WORK INSTRUCTION: Check each line below for the word "hidden". How many have it? Answer with the number only.

··· RECORDS FOR THE EXERCISE

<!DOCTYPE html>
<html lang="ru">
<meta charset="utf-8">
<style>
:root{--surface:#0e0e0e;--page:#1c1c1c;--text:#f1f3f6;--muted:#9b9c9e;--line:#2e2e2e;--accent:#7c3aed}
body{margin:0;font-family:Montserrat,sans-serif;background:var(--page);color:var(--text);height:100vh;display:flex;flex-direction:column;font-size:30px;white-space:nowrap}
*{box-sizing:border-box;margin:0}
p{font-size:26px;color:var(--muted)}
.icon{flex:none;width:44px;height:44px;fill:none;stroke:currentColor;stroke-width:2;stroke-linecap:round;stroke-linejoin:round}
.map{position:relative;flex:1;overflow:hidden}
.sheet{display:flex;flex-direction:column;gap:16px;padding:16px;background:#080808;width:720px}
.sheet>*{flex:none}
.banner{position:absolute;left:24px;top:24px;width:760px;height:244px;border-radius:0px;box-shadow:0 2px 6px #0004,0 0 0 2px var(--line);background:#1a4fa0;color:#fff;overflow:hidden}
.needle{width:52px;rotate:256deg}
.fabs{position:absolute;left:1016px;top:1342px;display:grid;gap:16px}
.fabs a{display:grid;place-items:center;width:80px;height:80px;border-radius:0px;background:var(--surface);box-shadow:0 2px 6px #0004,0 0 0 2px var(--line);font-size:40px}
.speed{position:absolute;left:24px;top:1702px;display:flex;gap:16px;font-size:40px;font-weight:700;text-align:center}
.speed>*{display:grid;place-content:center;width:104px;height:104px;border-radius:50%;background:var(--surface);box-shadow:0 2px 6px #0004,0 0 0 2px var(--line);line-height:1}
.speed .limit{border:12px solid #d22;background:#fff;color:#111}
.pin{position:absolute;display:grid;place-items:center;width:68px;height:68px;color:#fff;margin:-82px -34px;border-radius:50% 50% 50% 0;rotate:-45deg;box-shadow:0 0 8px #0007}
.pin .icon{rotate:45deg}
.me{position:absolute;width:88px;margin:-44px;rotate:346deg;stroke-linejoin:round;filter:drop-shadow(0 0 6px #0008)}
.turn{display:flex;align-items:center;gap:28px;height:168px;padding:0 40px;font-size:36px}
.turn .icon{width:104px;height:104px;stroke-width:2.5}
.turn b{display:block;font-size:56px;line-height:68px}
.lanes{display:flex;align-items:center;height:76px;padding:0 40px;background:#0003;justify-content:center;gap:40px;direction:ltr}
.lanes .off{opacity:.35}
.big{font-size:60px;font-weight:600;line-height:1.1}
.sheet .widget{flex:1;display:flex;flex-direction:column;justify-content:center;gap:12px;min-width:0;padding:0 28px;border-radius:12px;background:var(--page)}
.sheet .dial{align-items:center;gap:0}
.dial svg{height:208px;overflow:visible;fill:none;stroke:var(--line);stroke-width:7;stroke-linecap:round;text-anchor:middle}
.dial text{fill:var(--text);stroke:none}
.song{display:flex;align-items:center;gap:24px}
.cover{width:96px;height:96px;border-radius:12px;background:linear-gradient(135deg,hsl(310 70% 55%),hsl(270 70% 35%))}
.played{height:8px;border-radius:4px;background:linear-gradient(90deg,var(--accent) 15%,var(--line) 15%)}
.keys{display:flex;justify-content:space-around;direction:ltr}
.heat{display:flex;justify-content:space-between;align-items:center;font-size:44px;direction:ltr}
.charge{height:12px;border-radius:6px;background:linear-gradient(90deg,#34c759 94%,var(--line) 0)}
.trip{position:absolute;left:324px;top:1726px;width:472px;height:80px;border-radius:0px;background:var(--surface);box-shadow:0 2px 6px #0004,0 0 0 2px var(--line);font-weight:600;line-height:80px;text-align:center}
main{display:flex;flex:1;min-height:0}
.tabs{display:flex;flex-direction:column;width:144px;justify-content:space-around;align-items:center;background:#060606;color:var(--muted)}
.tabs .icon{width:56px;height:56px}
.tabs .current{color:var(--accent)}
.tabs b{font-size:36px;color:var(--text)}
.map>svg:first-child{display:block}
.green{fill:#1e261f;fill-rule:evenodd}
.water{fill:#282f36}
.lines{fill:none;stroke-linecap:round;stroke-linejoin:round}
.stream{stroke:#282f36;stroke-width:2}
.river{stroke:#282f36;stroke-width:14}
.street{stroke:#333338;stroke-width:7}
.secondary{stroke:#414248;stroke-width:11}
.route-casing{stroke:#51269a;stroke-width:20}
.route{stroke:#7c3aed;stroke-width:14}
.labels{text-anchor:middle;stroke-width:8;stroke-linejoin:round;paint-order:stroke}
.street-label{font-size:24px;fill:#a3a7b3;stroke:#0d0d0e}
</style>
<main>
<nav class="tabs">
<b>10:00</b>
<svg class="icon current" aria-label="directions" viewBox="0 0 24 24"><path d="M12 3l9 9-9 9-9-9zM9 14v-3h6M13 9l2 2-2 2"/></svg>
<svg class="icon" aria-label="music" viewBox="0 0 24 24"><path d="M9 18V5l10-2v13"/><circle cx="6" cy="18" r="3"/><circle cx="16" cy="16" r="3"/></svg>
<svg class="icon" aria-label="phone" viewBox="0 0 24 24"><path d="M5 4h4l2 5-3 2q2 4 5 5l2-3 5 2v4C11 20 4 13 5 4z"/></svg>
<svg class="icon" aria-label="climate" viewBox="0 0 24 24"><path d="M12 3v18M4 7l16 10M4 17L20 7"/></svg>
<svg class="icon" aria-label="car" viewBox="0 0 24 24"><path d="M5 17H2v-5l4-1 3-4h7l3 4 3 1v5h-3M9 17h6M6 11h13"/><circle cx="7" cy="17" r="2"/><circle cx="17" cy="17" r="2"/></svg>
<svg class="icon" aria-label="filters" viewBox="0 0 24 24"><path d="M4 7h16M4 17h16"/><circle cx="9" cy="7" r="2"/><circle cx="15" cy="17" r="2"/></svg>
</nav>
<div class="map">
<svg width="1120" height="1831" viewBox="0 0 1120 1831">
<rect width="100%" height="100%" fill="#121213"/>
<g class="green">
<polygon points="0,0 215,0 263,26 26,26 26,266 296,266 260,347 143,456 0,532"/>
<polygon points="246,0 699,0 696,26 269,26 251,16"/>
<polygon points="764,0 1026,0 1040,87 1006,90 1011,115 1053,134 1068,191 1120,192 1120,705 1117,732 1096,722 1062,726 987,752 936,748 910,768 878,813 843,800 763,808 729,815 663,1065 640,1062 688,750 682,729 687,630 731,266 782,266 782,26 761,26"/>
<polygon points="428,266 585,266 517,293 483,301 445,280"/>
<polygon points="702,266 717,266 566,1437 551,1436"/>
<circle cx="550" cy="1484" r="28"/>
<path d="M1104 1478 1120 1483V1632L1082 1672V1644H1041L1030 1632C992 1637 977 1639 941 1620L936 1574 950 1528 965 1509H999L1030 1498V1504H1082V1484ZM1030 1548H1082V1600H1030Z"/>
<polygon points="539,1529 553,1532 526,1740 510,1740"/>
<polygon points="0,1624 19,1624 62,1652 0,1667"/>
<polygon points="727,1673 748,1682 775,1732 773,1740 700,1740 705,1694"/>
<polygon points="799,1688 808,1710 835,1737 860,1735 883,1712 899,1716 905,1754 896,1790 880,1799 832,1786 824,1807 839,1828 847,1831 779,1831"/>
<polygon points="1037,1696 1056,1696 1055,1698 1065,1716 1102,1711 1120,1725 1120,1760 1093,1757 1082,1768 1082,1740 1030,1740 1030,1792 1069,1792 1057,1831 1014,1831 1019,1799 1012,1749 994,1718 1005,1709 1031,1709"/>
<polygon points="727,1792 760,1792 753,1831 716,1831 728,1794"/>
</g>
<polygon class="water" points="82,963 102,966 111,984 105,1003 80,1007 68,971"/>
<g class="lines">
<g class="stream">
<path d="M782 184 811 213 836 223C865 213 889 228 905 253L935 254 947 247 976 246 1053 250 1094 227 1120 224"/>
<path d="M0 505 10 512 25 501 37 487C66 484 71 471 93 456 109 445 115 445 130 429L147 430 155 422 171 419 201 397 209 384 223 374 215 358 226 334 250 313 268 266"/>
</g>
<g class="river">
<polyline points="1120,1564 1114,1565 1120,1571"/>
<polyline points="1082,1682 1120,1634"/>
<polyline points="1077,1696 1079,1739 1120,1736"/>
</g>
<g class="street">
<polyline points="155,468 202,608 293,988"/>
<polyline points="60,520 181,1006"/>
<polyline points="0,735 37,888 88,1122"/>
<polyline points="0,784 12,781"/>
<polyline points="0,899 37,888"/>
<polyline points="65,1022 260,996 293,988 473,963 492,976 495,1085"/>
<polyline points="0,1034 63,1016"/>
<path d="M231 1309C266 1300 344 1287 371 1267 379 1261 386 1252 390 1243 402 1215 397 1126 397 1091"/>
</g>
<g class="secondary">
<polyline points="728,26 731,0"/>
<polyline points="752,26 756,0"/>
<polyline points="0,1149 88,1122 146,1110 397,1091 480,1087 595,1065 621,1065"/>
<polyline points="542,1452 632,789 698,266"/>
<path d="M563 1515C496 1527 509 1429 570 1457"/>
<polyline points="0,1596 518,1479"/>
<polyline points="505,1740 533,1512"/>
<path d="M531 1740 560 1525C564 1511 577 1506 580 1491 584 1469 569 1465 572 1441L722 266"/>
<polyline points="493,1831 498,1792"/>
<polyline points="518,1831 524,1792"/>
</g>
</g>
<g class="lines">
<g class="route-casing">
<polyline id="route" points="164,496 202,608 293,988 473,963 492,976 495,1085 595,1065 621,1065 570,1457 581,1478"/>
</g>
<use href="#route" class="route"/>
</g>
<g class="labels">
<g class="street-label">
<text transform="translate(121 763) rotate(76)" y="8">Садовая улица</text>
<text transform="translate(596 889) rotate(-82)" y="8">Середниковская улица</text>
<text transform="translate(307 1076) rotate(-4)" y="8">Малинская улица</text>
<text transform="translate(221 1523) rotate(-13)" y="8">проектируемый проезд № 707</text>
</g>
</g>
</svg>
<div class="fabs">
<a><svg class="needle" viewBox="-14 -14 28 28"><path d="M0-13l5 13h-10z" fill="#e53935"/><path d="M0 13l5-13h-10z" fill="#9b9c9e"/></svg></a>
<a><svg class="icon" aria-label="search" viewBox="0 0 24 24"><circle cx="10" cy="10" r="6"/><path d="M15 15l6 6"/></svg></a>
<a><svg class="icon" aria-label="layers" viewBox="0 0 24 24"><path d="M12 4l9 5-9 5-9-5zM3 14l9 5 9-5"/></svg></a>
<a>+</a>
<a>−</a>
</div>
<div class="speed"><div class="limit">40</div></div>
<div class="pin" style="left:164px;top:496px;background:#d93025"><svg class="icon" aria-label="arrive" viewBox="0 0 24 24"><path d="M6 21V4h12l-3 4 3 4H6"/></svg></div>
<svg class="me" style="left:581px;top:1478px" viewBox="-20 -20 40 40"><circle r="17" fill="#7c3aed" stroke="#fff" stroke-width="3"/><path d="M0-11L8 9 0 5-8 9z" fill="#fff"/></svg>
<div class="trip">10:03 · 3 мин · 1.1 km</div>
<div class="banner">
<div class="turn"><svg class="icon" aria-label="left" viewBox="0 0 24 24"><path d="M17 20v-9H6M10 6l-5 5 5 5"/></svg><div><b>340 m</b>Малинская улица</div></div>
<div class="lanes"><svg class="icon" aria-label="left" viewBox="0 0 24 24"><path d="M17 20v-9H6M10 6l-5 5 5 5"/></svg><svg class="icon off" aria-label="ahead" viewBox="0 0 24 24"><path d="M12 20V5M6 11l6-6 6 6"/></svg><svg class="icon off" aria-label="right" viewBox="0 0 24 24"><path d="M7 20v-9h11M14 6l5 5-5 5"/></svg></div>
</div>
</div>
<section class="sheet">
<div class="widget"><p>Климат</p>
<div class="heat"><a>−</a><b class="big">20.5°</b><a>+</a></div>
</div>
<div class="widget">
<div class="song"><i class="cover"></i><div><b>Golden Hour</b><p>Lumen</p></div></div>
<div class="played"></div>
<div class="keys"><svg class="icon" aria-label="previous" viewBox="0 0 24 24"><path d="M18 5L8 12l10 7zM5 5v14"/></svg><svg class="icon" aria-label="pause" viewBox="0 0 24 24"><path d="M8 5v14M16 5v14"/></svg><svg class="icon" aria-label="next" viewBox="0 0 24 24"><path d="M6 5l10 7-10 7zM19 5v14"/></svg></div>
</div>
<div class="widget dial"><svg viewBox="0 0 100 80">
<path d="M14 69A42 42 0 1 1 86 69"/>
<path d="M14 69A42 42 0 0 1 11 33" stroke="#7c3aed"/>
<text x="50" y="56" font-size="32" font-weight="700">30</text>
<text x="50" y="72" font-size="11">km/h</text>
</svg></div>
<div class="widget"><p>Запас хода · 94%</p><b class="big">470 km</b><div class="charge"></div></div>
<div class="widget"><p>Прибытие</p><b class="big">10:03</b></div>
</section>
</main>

······

SOLUTION: 2